L’écho des voies

L’écho des voies (oct 2019 – oui, le masque et la distanciation étaient déjà là (sic))

Il y aurait eu un avant et un après.
Dès les premières fissures créant l’interstice entre moi et moi-même, le temps fit prendre à chaque geste une intensité douloureuse. Le masque m’étouffait, nécessaire pourtant encore à délimiter les contours des expressions que je tentais de maîtriser. Cependant la faille grandissait, l’air s’engouffrait. Un peu d’espace nouveau du côté des poumons, l’élargissement de la voie. Un mélange s’opérait entre mes efforts calamiteux pour parvenir à égaler mes pairs et ma véritable nature refoulée par moi, rejetée par eux.
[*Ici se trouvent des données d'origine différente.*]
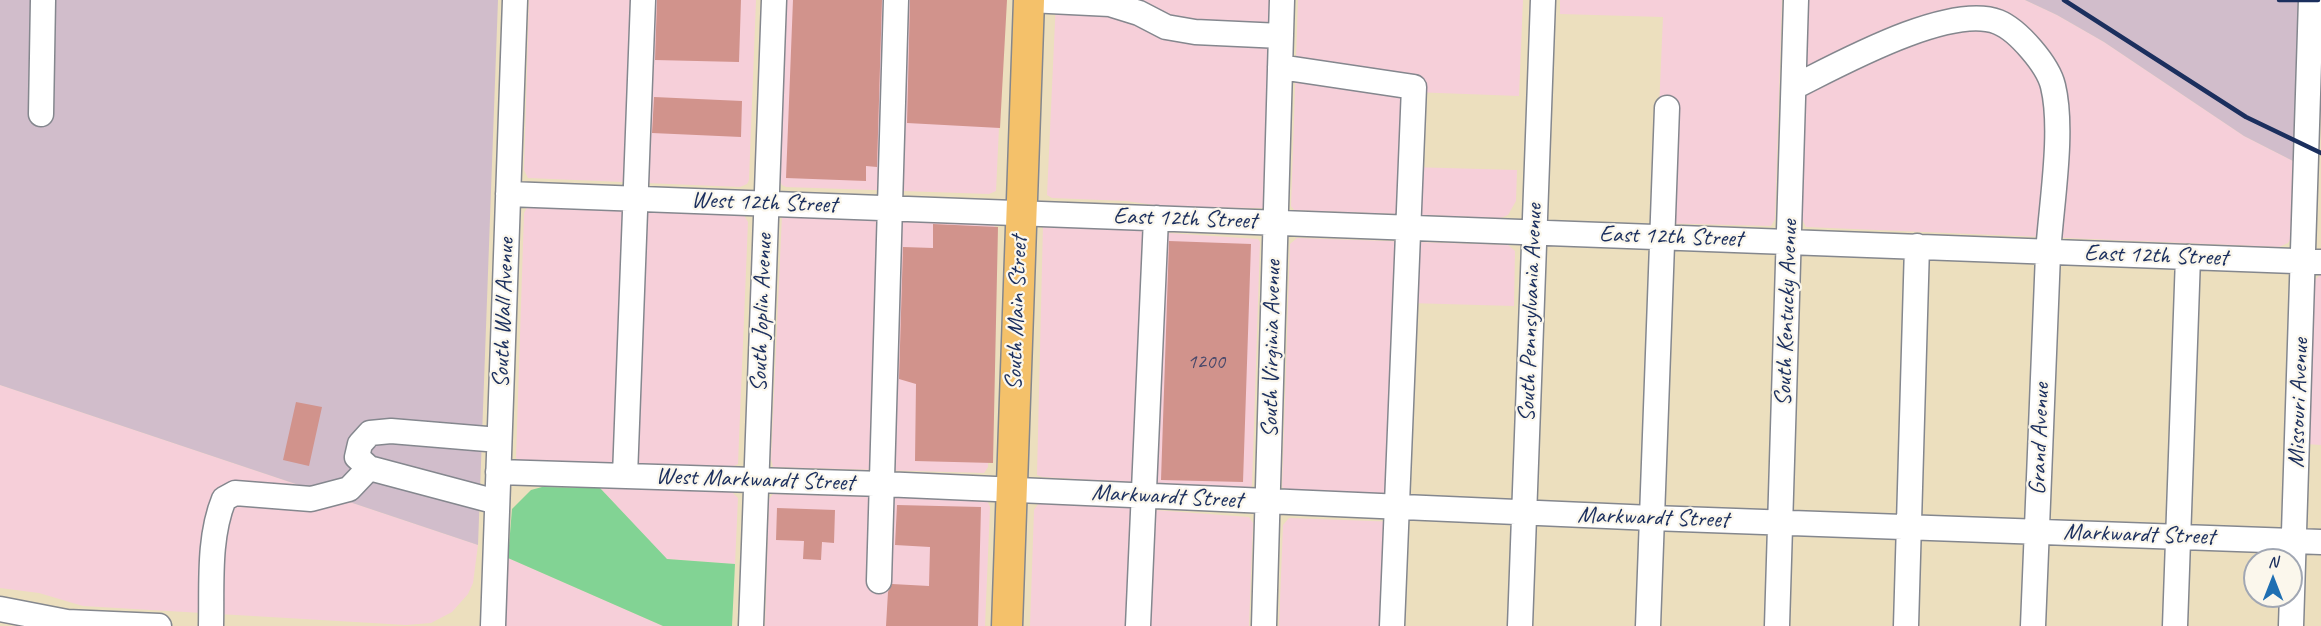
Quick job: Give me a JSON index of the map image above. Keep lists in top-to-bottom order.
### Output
{
  "streets": {
    "main road": ["South Main Street"],
    "street": [
      "West 12th Street",
      "East 12th Street",
      "South Wall Avenue",
      "South Joplin Avenue",
      "South Pennsylvania Avenue",
      "South Kentucky Avenue",
      "South Virginia Avenue",
      "Missouri Avenue",
      "Grand Avenue",
      "West Markwardt Street",
      "Markwardt Street"
    ]
  },
  "crossings": [
    ["West 12th Street", "East 12th Street"],
    ["West 12th Street", "South Wall Avenue"],
    ["West 12th Street", "South Joplin Avenue"],
    ["West 12th Street", "South Main Street"],
    ["East 12th Street", "South Main Street"],
    ["East 12th Street", "South Pennsylvania Avenue"],
    ["East 12th Street", "South Kentucky Avenue"],
    ["East 12th Street", "South Virginia Avenue"],
    ["East 12th Street", "Missouri Avenue"],
    ["East 12th Street", "Grand Avenue"],
    ["South Wall Avenue", "West Markwardt Street"],
    ["South Joplin Avenue", "West Markwardt Street"],
    ["South Main Street", "West Markwardt Street"],
    ["South Main Street", "Markwardt Street"],
    ["South Pennsylvania Avenue", "Markwardt Street"],
    ["South Kentucky Avenue", "Grand Avenue"],
    ["South Kentucky Avenue", "Markwardt Street"],
    ["South Virginia Avenue", "Markwardt Street"],
    ["Missouri Avenue", "Markwardt Street"],
    ["Grand Avenue", "Markwardt Street"],
    ["West Markwardt Street", "Markwardt Street"]
  ],
  "house_numbers": ["1200"],
  "north": "top"
}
Phases non miscibles puis dilution de l’une dans l’autre.
Jusqu’à quelle profondeur les couches s’étaient-elles superposées en strates défensives? Au point de figer même mes airs et mes pensées au niveau d’une galerie souterraine où le promeneur s’y aventurant, dans mes rêves pouvait entendre l’écho d’un autre être venu d’on ne sait où. Une eau enfouie mais vivante charriait les éclats des meurtrissures anciennes. S’y reflétaient aussi les figures distanciées qui colmataient sans relâche les failles, des fois qu’on veuille les déloger de là.
Un boyau. Une bouche qui se tord.
A présent juste l’épaisseur d’un fil qui se délie et pointe du doigt tous les possibles et peut s’y lier sans heurts et sans aliénation. Mousquetons habiles et flexibles parés pour la remontée. L’extraction au grand jour le long de la paroi tatouée des restes d’hier.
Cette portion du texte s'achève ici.